Christopher Hitchen’s on George Orwell’s Social Evolution

His family background, the income of which depended on the detestable opium trade between British-ruled India and British-influenced China, had at first conditioned him to fear and despise the “locals” and the “natives.” One of the many things that made Orwell so interesting was his self-education away from such prejudices, which also included a marked dislike of the Jews. But anyone reading the early pages of these accounts and expeditions will be struck by how vividly Orwell still expressed his unmediated disgust at some of the human specimens with whom he came into contact.
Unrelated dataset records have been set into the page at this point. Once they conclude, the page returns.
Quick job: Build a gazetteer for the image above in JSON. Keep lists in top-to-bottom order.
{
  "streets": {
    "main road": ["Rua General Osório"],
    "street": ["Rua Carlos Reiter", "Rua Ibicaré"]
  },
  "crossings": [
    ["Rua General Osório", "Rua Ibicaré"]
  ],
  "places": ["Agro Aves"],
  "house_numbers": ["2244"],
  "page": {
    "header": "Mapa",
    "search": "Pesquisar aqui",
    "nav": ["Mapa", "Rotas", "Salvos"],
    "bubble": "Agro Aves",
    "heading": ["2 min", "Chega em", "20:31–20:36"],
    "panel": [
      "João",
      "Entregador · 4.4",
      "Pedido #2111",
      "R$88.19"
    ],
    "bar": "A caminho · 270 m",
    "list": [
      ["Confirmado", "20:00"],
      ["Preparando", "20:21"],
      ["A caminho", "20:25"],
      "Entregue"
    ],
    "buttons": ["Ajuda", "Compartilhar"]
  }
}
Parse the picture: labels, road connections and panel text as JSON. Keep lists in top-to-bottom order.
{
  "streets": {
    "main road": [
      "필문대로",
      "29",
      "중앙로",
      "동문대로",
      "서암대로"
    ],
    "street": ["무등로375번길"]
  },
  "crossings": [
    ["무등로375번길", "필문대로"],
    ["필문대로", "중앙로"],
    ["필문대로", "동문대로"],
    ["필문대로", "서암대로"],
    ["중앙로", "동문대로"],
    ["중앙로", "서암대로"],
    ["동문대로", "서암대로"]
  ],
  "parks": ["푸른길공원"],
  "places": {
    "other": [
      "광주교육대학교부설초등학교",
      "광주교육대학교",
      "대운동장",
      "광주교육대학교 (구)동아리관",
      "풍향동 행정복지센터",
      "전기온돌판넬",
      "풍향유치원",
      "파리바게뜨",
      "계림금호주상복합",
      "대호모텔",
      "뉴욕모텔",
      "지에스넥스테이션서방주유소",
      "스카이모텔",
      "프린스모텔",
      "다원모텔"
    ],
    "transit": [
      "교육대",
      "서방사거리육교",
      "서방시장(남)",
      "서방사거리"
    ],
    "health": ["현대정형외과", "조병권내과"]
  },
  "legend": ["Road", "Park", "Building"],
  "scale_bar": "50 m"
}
When joining a group of itinerant hop-pickers he is explicitly repelled by the personal characteristics of a Jew to whom he cannot bear even to give a name, characteristics which he somehow manages to identify as Jewish.

.. We can also feel, in the increasingly stubborn growth of his egalitarian and socialist principles during these years, the germination of one of the most famous lines of Nineteen Eighty-Four: “If there is hope, it lies in the proles.”

.. He goes on, with almost cold objectivity, to note that Jews have a way of making themselves conspicuous. Again, this is not so much an expression of prejudice as a form of confrontation with it: a stage in Orwell’s own evolution. Only a few days after he expresses the misanthropic and even xenophobic view that European refugees, including Jews, secretly despise England and surreptitiously sympathize with Hitler ..

.. Reading through these meticulous and occasionally laborious jottings, however, one cannot help but be struck by the degree to which he became, in Henry James’s words, one of those upon whom nothing was lost. By declining to lie, even as far as possible to himself, and by his determination to seek elusive but verifiable truth, he showed how much can be accomplished by an individual who unites the qualities of intellectual honesty and moral courage. And, permanently tempted though he was by cynicism and despair, Orwell also believed in the latent possession of these faculties by those we sometimes have the nerve to call “ordinary people.”